- **Exercise aim**: The answer must consist of each line below that holds the word "tools", copied as it stands.

- **Task material**:
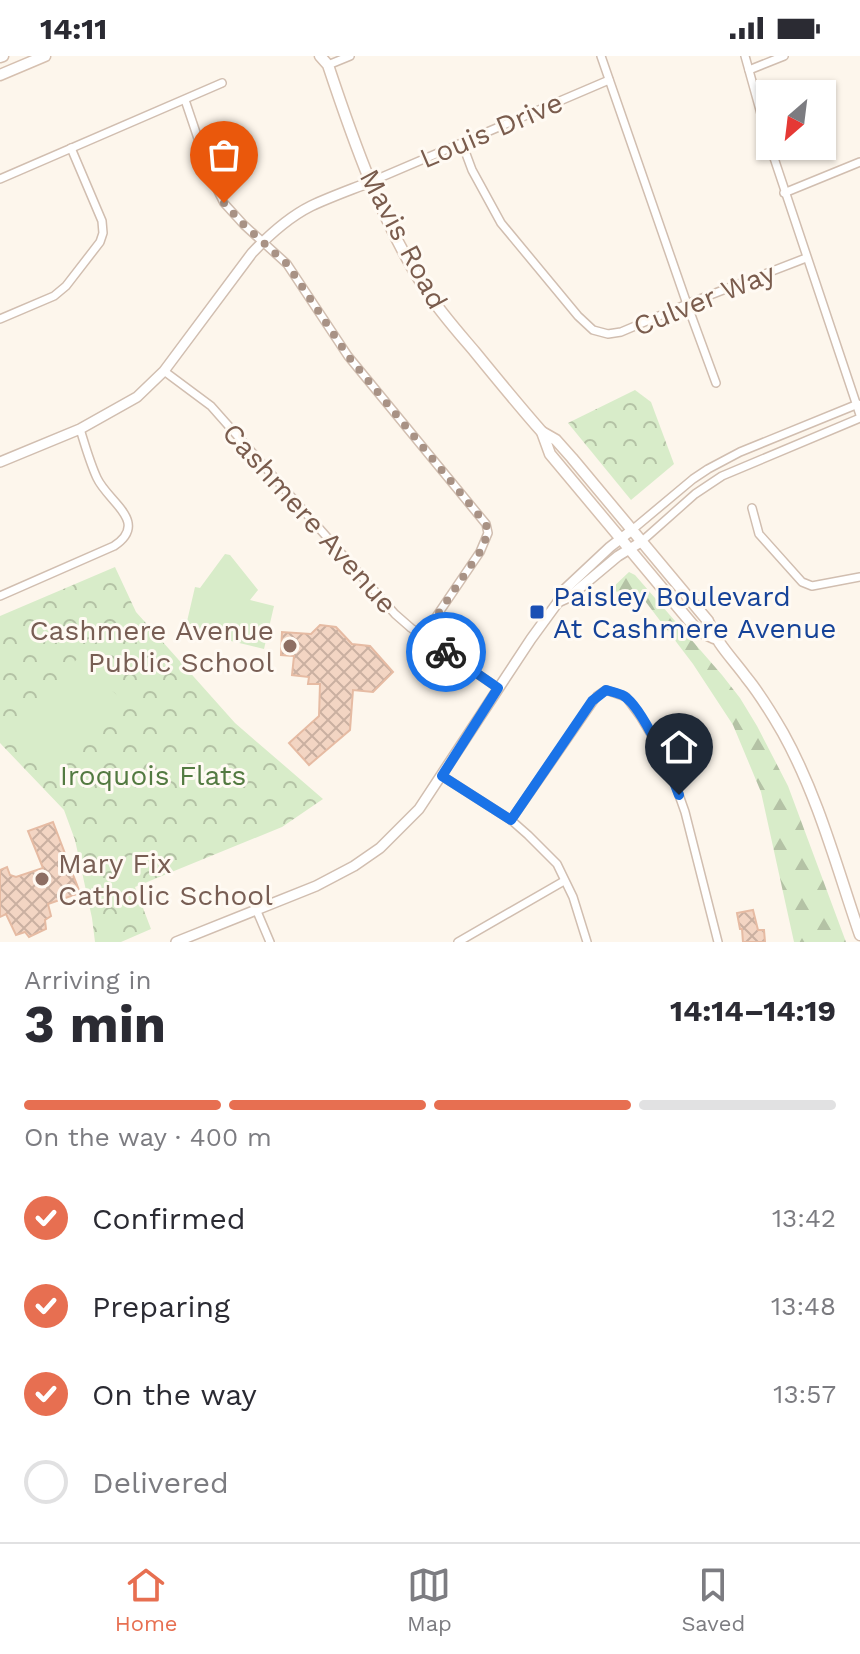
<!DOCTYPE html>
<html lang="en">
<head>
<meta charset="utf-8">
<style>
	body { margin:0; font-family:"Work Sans",sans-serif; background:#f7f7f7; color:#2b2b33; height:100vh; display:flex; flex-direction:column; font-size:30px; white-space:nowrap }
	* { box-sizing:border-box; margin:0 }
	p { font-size:26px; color:#7c7c81 }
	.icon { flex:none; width:44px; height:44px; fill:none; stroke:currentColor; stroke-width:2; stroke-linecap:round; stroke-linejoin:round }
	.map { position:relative; height:886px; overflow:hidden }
	.side { display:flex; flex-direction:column; background:#fff; flex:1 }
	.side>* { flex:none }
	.needle { width:52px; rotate:208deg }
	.tools { position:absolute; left:756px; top:24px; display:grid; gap:16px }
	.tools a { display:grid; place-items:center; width:80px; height:80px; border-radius:0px; background:#fff; box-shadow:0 2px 6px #0004; font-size:40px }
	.pin { position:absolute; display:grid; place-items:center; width:68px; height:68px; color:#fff; margin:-82px -34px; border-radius:50% 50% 50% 0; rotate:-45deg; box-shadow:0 0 8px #0007 }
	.pin .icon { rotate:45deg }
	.courier { position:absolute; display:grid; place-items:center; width:80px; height:80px; margin:-40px; border:6px solid #1a73e8; border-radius:50%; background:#fff; color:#222; box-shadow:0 2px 10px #0007 }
	.overview em { font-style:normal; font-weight:700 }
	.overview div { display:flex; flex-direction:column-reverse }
	.overview { display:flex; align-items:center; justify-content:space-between; height:136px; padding:0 24px }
	h1 { font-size:52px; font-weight:700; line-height:60px }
	.bar { display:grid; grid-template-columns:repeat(4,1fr); gap:12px 8px; align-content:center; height:96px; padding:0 24px }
	.bar i { height:10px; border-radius:6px; background:#e1e1e2 }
	.bar .current { background:#e76f51 }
	.bar p { grid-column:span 4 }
	ol { padding:0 24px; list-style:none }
	li { display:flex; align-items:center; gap:24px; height:88px }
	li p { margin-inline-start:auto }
	li .icon { padding:8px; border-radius:50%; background:#e76f51; color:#fff; stroke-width:4 }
	li:last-child { color:#7c7c81 }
	li i { width:44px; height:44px; border:4px solid #e1e1e2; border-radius:50% }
	.status { display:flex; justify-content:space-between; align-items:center; height:56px; padding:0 40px; background:#fff; direction:ltr }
	.status svg { height:22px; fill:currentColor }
	.tab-bar { display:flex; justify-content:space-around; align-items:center; height:112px; border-top:2px solid #e1e1e2; background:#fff; font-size:22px; color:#7c7c81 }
	.tab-bar a { display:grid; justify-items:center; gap:4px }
	.tab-bar .current { color:#e76f51 }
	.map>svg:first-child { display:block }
	.forest { fill:url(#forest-firs) }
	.park { fill:url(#park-crowns) }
	.pitch { fill:#d8ecc9 }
	.building { fill:url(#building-cross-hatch); stroke:#e6bba3; stroke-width:2 }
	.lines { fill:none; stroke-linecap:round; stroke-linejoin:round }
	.minor-casing { stroke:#d1beb0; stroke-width:10 }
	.tertiary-casing { stroke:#d1beb0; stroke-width:12 }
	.secondary-casing { stroke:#d6c0b0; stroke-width:13 }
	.minor { stroke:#fff; stroke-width:7 }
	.tertiary { stroke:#fff; stroke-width:9 }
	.secondary { stroke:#fff; stroke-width:10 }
	.done { stroke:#a89285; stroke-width:8; stroke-dasharray:0 14.4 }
	.route { stroke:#1a73e8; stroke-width:10 }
	.transit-dot { fill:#1a4fb4; stroke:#fffaf3; stroke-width:3 }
	.education-dot { fill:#8d6e63; stroke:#fffaf3; stroke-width:3 }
	.labels { text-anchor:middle; stroke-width:6; stroke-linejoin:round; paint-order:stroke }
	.street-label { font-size:28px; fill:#7a5c4d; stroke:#fffaf3 }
	.transit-label { font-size:28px; fill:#164399; stroke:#fffaf3; text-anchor:start }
	.education-label { font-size:28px; fill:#785e54; stroke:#fffaf3; text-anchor:end }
	.park-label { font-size:28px; fill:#537a41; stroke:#fffaf3 }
</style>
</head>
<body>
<div class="status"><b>14:11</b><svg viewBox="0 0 49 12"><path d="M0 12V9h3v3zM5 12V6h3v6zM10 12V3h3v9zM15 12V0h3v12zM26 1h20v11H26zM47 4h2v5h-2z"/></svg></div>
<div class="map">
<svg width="860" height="886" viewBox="0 0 860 886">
	<defs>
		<pattern id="forest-firs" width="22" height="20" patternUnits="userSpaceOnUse" patternTransform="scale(2)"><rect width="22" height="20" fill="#d8ecc9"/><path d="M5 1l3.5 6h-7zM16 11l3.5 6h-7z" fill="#b4c2a5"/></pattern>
		<pattern id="park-crowns" width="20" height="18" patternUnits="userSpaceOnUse" patternTransform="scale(2)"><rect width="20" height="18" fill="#d8ecc9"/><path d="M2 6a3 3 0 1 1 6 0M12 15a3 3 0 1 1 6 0" fill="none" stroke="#b4c2a5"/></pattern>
		<pattern id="building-cross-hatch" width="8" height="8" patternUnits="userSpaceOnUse" patternTransform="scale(2)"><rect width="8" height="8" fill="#f3d5c3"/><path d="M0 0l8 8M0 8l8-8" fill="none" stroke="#cab0a1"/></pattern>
	</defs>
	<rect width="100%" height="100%" fill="#fdf6ec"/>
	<polygon class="forest" points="629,516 635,519 722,619 740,642 757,670 788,730 846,886 794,886 761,736 733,669 693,608 639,537 609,535"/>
	<g class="park">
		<polygon points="635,334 651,346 674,408 631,444 568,367"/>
		<polygon points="115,511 136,556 235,667 323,743 282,771 135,831 151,873 121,886 95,886 92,862 75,784 64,754 0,687 0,560"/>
	</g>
	<g class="pitch">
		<polygon points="225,498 230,499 258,534 250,544 274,550 264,593 185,574 195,531 200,532"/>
		<polygon points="78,602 120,642 48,719 6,678"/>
	</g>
	<g class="building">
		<polygon points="320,569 336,571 352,588 370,590 393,616 373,636 353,634 350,674 309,709 289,687 319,660 320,628 308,628 309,621 292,619 294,600 281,599 282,576 311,578"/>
		<polygon points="53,766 80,837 48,848 51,860 45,864 46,873 29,881 25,876 16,879 6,858 0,861 0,814 7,811 10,819 16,821 43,812 28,775"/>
		<polygon points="753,854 758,874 764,874 765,886 743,886 742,873 740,873 737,857"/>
	</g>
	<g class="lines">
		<defs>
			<g id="minor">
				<polyline points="601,0 687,248 716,327"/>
				<polyline points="745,0 770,90"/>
				<polyline points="328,9 350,0"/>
				<polyline points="749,14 784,0"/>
				<polyline points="185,44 211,121 224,147 244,169 287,208 348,300 486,468 488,477 480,496 423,580"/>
				<polyline points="462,87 472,114 501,167 578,260 593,274 608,278 621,276 687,248 806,202"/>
				<polyline points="770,90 860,359"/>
				<polyline points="0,123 222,27"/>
				<polyline points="370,126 609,24"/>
				<polyline points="784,137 860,106"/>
				<polyline points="0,263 54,240 66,230 100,186 103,177 102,165 71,92"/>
				<polyline points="164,315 211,350 395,558 411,572 498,632"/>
				<polyline points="752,452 759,478 802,526 812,530 860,521"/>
				<polyline points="632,474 693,423 708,413 740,396 858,348"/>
				<polyline points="641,486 695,438 722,420 860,362"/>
				<path d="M0,540L114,490C150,466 108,446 97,422C90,407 85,389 80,373"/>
				<polyline points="442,720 511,764 528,779 557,808 573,841 587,886"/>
				<polyline points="511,764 597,640 606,634 626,641 640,660 658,690 673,722 685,756 718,886"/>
				<polyline points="256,853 270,886"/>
				<polyline points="458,886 564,825"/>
			</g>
			<g id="tertiary">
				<path d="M0,406L80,373L137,341L164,315L252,197C269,179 289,161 311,150C330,141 350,134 370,126"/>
				<polyline points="558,546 569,541 618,500 641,486"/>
				<polyline points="176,886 316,830 354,810 380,792 419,753 531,583 558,546 562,536 610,491 632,474"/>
			</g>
			<g id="secondary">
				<path d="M320,0L328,9C354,87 381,164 425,233C440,256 458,276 475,296C497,323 519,350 542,376L550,398L697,574L714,582"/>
				<polyline points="0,1 3,0"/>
				<polyline points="0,19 45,0"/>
				<path d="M542,376L556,384L572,402L708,565C717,588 732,602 746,621C760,638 772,658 783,677C818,740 837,812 860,879"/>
			</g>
		</defs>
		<use href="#minor" class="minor-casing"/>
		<use href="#tertiary" class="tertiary-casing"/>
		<use href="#secondary" class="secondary-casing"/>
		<use href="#minor" class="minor"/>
		<use href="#tertiary" class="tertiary"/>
		<use href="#secondary" class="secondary"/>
	</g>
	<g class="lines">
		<polyline class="done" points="224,147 244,169 287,208 348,300 486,468 488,477 480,496 423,580 446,596"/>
		<path class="route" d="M446,596L498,632L442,720L511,764L592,645L606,634C612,636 619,637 624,640C643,652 671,717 679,739"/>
	</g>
	<rect class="transit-dot" x="529" y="548" width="16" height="16" rx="4"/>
	<g class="education-dot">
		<circle cx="290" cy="590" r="8"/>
		<circle cx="42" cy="823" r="8"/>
	</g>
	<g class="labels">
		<g class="street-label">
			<text transform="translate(491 74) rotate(-23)" y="10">Louis Drive</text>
			<text transform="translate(404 183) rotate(62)" y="10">Mavis Road</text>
			<text transform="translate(704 243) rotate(-22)" y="10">Culver Way</text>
			<text transform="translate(310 462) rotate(48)" y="10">Cashmere Avenue</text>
		</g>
		<g class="transit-label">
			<text x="553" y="550">Paisley Boulevard<tspan x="553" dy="32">At Cashmere Avenue</tspan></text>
		</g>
		<g class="education-label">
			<text x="274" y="584">Cashmere Avenue<tspan x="274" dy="32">Public School</tspan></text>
			<text x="58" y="817" text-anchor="start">Mary Fix<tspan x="58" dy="32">Catholic School</tspan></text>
		</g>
		<g class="park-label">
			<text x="153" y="729">Iroquois Flats</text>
		</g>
	</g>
</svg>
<div class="tools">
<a><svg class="needle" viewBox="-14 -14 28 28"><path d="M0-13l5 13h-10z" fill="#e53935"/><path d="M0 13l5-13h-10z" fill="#7c7c81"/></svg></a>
</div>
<div class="pin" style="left:224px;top:147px;background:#ea580c"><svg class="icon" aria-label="bag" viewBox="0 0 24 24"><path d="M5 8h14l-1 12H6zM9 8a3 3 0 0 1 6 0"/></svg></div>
<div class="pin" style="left:679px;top:739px;background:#1f2937"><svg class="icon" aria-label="home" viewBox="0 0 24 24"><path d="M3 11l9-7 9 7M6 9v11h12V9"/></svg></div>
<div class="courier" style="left:446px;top:596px"><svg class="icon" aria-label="bike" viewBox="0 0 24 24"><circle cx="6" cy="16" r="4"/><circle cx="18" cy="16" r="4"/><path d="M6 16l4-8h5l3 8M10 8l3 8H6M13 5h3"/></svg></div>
</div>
<section class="side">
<div class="overview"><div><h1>3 min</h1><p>Arriving in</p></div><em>14:14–14:19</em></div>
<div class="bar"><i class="current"></i><i class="current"></i><i class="current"></i><i></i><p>On the way · 400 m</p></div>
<ol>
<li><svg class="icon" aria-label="check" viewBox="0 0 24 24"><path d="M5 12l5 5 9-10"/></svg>Confirmed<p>13:42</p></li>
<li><svg class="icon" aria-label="check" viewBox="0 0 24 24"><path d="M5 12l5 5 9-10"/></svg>Preparing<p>13:48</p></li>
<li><svg class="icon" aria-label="check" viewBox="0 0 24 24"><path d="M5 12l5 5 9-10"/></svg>On the way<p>13:57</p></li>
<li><i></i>Delivered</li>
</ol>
</section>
<nav class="tab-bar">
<a class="current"><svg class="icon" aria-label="home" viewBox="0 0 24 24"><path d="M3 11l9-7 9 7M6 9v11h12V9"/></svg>Home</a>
<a><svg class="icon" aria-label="map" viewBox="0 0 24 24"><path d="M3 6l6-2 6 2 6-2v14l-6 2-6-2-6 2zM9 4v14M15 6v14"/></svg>Map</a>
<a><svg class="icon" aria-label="saved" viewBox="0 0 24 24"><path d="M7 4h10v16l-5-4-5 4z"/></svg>Saved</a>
</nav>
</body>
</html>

- **Finished task**:
	.tools { position:absolute; left:756px; top:24px; display:grid; gap:16px }
	.tools a { display:grid; place-items:center; width:80px; height:80px; border-radius:0px; background:#fff; box-shadow:0 2px 6px #0004; font-size:40px }
<div class="tools">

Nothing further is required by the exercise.